* _Work required_: Retype, word for word, each line between the lines holding "List all labels, markers" and "Annotate this page: name", inclusive, and leave the rest of the data alone.

** Exercise materials follows **

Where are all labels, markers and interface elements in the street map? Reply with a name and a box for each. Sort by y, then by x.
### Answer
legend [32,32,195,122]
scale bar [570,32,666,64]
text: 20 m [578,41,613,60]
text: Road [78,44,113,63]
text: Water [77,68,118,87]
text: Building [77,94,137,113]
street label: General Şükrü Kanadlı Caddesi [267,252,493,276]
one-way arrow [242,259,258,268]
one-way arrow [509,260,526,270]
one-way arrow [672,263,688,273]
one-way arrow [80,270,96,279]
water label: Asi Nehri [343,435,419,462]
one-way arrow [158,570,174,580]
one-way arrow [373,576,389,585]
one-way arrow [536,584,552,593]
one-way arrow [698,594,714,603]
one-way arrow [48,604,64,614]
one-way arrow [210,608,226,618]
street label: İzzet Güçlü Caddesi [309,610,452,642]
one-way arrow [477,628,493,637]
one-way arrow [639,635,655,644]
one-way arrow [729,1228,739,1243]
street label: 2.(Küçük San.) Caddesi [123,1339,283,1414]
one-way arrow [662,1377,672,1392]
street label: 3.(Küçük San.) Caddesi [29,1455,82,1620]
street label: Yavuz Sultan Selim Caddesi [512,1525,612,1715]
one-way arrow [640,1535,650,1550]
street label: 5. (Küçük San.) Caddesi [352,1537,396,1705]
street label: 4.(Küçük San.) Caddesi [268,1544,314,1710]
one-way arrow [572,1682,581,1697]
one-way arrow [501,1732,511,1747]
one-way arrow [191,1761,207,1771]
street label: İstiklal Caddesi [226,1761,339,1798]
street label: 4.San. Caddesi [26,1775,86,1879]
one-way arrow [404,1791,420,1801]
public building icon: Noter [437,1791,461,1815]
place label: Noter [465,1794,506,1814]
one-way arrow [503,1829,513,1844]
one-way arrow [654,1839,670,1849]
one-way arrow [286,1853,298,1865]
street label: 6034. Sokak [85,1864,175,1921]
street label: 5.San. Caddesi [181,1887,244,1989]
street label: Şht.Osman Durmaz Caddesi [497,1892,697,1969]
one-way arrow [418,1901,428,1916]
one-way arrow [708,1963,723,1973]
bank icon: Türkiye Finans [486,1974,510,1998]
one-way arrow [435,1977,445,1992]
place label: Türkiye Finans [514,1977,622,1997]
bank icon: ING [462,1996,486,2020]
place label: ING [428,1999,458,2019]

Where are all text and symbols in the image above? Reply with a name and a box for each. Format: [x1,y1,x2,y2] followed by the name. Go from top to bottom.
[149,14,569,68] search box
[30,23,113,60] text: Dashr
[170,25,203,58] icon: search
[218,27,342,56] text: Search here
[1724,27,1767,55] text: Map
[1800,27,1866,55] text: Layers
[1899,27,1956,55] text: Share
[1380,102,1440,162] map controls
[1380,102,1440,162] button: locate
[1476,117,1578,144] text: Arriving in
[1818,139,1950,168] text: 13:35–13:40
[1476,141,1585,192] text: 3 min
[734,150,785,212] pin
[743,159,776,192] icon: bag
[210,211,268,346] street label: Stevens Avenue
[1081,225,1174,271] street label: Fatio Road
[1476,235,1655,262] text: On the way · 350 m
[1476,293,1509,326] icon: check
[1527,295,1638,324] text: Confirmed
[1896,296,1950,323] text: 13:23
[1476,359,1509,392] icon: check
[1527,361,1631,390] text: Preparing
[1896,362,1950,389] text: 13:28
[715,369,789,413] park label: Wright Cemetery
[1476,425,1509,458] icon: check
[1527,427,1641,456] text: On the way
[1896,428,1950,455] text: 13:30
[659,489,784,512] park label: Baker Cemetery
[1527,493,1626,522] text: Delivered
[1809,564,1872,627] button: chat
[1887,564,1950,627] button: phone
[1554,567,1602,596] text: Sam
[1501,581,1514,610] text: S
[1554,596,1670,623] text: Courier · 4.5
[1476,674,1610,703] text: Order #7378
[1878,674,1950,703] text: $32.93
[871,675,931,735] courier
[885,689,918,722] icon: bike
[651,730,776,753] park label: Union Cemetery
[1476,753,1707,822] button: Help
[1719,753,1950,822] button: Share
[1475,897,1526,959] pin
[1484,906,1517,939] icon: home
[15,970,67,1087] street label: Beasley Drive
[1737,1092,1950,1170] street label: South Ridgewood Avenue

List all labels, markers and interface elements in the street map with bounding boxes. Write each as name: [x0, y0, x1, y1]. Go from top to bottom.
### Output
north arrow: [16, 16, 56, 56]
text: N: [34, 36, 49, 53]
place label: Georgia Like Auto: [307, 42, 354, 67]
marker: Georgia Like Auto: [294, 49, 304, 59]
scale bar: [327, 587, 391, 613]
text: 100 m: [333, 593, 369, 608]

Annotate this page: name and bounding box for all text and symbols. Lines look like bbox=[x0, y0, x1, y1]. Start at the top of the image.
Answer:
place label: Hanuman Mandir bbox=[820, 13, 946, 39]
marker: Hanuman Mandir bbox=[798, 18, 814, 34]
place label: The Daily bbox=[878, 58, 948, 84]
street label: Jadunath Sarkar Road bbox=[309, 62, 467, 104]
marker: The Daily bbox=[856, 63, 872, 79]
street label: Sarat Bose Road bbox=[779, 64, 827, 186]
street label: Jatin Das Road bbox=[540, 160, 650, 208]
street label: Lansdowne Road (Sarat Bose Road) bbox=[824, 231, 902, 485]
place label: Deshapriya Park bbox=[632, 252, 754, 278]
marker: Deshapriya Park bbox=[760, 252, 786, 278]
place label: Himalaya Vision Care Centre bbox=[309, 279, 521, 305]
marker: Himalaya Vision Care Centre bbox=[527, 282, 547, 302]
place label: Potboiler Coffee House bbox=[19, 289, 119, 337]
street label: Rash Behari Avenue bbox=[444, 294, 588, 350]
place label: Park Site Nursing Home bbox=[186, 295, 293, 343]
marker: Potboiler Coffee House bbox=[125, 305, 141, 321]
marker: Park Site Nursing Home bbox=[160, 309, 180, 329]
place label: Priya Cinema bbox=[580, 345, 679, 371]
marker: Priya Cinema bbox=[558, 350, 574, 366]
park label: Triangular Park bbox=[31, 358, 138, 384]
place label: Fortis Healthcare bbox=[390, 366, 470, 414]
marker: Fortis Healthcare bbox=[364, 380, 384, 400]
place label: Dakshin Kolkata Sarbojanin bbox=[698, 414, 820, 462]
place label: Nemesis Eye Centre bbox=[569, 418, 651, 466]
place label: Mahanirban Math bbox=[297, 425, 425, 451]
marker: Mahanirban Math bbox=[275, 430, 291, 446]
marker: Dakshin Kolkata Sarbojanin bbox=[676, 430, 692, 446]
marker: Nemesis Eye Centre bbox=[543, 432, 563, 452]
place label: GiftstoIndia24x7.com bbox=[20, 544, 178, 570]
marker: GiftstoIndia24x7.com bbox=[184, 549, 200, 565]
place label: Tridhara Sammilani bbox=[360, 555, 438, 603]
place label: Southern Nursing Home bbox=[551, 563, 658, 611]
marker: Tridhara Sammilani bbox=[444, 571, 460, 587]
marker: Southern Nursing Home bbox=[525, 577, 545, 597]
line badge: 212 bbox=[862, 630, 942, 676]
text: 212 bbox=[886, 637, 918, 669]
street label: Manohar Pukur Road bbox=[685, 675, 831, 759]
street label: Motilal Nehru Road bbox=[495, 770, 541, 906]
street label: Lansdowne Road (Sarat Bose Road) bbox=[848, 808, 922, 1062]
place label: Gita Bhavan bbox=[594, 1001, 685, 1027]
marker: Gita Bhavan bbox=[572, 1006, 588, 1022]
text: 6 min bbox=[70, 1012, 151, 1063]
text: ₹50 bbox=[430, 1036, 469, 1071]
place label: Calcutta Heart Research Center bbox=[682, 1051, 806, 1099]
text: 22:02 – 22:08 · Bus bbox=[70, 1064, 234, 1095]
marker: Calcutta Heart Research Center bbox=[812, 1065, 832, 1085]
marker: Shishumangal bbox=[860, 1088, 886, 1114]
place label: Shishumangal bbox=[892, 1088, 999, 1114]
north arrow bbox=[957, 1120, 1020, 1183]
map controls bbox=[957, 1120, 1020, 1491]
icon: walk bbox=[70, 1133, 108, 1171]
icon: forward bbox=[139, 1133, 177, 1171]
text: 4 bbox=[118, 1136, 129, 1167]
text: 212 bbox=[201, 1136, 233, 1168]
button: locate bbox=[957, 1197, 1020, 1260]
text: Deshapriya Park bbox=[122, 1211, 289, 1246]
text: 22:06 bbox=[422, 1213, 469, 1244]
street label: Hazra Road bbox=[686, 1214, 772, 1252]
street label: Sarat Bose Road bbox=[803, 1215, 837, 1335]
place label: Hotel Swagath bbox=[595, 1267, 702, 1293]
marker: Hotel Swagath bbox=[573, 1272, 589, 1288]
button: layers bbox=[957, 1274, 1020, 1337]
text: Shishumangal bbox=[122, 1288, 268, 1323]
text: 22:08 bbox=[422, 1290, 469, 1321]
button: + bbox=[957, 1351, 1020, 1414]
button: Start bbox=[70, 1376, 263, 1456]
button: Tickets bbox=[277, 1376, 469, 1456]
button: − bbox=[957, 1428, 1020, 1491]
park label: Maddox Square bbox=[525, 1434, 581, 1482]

** End of Exercise materials **

* _Output for this task_:
List all labels, markers and interface elements in the street map with bounding boxes. Write each as name: [x0, y0, x1, y1]. Go from top to bottom.
### Output
north arrow: [16, 16, 56, 56]
text: N: [34, 36, 49, 53]
place label: Georgia Like Auto: [307, 42, 354, 67]
marker: Georgia Like Auto: [294, 49, 304, 59]
scale bar: [327, 587, 391, 613]
text: 100 m: [333, 593, 369, 608]

Annotate this page: name and bounding box for all text and symbols. Lines look like bbox=[x0, y0, x1, y1]. Start at the top of the image.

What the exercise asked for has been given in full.